#### Record excerpts:
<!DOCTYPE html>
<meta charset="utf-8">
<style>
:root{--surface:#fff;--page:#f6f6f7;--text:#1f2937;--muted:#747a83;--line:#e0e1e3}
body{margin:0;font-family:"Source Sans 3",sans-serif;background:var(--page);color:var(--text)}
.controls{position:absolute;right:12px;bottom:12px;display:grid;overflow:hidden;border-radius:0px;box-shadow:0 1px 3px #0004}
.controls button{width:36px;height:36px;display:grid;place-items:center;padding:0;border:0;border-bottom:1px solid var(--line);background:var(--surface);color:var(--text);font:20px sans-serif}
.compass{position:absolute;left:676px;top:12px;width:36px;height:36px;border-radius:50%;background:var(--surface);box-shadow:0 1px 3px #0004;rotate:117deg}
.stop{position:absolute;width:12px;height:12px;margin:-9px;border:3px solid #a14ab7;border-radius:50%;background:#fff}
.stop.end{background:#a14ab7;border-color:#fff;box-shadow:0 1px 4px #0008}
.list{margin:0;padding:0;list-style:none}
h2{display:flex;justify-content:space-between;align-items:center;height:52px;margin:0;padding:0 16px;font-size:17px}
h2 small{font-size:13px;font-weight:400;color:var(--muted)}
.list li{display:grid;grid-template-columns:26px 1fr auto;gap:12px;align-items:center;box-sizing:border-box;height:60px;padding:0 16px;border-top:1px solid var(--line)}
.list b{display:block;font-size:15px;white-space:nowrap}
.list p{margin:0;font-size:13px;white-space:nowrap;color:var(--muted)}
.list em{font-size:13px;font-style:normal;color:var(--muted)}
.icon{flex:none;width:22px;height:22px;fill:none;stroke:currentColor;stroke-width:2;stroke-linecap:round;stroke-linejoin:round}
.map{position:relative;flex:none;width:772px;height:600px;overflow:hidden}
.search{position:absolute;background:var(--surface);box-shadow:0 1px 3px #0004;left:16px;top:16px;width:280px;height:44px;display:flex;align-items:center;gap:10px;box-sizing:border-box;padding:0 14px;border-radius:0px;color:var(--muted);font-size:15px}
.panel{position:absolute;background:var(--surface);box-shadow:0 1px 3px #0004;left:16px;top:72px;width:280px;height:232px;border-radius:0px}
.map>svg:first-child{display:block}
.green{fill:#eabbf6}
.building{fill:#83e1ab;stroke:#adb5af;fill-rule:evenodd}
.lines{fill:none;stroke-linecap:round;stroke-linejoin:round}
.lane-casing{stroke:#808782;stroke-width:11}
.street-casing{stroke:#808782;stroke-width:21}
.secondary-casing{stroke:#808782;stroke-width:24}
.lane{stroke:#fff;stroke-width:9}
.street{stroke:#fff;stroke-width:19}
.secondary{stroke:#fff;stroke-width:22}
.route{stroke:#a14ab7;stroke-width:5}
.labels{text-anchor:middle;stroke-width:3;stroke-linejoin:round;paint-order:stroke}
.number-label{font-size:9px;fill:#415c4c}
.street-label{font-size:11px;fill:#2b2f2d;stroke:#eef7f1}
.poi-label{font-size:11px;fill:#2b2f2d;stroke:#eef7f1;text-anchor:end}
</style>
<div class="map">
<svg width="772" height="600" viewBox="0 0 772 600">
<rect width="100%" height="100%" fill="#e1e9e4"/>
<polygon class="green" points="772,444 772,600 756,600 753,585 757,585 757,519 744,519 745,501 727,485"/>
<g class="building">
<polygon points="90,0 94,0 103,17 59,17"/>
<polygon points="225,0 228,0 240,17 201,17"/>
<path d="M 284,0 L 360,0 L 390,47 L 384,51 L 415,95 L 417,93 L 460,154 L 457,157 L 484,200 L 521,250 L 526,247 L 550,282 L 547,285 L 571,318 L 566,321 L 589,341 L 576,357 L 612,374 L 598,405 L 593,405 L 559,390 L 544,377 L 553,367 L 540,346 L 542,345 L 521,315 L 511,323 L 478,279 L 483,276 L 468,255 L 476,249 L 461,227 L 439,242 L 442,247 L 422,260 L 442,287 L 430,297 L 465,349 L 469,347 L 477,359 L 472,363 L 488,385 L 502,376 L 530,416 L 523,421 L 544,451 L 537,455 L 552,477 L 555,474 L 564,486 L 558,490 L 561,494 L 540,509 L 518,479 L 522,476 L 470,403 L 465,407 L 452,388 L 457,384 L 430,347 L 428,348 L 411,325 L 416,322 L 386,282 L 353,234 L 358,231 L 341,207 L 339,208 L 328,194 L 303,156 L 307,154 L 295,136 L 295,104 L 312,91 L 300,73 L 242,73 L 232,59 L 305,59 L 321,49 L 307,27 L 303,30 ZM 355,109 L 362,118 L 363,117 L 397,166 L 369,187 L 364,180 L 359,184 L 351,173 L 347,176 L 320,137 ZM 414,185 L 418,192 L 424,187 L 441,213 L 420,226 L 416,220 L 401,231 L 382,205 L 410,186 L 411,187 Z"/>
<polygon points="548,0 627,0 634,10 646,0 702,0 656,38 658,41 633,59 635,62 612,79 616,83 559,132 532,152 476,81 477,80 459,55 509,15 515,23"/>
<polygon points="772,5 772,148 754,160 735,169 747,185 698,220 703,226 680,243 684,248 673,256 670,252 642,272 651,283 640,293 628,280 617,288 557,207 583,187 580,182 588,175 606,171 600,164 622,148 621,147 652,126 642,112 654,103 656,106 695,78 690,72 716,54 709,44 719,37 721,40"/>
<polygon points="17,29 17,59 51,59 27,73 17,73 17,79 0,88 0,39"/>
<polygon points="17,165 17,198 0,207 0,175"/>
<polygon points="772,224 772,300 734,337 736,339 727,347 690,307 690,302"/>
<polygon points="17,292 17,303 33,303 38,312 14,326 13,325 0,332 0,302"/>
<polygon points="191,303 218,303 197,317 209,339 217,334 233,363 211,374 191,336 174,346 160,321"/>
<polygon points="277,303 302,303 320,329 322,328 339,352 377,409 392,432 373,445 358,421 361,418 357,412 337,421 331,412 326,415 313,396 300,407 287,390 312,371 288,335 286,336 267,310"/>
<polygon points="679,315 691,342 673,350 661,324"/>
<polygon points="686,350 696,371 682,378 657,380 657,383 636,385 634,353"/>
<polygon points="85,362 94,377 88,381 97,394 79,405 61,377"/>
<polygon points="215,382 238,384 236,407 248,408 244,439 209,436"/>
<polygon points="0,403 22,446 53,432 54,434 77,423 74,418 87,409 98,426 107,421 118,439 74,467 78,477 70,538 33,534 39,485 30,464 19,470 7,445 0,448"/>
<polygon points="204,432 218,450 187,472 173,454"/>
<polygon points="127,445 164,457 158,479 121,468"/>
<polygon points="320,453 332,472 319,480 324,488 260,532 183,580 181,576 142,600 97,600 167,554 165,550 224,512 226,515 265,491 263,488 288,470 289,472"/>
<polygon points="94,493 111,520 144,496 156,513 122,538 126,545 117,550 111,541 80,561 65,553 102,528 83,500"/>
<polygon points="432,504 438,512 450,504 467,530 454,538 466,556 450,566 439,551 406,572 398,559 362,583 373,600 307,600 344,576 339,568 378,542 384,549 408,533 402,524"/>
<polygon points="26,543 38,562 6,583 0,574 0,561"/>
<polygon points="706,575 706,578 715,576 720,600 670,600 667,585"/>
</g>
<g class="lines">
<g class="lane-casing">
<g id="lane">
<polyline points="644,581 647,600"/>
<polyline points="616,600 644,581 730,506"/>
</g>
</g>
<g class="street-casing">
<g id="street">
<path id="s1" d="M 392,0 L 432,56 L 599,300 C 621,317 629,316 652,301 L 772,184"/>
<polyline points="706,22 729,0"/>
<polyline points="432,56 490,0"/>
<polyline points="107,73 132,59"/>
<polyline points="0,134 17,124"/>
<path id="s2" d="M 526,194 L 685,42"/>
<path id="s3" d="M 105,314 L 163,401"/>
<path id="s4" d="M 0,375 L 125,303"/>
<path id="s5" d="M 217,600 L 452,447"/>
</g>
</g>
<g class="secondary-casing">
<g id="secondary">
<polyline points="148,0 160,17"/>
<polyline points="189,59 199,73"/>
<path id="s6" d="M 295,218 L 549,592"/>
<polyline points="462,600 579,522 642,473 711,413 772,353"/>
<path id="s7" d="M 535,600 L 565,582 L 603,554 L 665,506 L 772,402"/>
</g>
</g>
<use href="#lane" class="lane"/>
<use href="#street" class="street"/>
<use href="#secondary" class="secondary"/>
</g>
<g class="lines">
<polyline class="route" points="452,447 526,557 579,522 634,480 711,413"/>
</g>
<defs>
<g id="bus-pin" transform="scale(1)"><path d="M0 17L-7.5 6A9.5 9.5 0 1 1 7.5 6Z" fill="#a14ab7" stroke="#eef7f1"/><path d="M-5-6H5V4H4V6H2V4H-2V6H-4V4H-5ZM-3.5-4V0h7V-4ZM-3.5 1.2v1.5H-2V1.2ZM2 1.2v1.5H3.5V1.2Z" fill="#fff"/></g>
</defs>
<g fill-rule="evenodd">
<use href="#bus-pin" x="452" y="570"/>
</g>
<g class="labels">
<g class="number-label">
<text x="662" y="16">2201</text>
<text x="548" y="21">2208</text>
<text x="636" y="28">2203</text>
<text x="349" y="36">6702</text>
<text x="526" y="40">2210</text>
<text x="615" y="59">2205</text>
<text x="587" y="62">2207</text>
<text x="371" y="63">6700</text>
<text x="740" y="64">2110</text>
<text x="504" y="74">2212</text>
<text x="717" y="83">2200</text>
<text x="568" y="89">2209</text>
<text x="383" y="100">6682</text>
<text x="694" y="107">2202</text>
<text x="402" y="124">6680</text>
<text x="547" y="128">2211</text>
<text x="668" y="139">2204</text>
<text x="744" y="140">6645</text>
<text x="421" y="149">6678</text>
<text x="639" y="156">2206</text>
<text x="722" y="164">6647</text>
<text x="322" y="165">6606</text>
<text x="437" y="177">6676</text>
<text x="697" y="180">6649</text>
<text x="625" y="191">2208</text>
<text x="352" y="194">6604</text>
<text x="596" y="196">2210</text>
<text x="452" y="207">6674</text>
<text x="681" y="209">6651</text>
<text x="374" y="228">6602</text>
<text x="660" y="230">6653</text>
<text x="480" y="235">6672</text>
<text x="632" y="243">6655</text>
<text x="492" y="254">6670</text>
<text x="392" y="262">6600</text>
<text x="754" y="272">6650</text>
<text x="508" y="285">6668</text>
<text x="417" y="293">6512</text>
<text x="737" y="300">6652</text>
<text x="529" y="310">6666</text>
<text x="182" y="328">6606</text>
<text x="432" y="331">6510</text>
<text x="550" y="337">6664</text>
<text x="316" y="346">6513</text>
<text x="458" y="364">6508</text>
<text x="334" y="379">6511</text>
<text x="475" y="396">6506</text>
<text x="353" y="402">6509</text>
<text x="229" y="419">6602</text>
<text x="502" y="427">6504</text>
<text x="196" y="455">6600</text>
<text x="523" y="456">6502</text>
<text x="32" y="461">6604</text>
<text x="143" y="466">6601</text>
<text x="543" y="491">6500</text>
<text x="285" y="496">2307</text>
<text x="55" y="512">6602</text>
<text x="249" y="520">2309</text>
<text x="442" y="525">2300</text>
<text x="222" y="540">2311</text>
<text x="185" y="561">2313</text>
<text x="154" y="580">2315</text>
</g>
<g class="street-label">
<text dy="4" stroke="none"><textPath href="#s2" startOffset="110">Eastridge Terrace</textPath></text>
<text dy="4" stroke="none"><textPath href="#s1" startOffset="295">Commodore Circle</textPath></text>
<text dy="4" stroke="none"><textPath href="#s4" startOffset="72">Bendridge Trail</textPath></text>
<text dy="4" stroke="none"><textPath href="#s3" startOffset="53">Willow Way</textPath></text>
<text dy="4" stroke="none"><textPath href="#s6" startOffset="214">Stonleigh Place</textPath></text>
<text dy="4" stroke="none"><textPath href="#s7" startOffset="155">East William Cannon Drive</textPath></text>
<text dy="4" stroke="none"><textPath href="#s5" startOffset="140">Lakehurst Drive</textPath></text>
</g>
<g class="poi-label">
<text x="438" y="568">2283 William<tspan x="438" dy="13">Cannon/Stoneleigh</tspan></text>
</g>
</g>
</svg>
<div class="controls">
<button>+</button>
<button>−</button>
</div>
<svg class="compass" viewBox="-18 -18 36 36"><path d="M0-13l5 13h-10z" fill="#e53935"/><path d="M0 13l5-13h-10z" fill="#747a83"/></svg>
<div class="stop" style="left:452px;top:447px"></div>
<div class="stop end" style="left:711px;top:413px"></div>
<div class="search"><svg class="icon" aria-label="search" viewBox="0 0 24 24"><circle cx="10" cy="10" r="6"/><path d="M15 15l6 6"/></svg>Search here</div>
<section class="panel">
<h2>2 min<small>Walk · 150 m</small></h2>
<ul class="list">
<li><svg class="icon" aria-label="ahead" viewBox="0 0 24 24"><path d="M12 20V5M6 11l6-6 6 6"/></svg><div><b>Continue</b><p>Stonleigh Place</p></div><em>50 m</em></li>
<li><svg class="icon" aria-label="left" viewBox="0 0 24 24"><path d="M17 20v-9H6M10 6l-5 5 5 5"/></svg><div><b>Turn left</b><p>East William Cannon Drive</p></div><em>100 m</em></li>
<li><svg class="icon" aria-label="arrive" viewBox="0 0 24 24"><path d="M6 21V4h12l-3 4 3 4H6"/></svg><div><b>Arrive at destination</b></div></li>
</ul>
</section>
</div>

#### The task:
Only the lines containing "evenodd" are needed; copy each of them from the data.

#### Answer space:
.building{fill:#83e1ab;stroke:#adb5af;fill-rule:evenodd}
<g fill-rule="evenodd">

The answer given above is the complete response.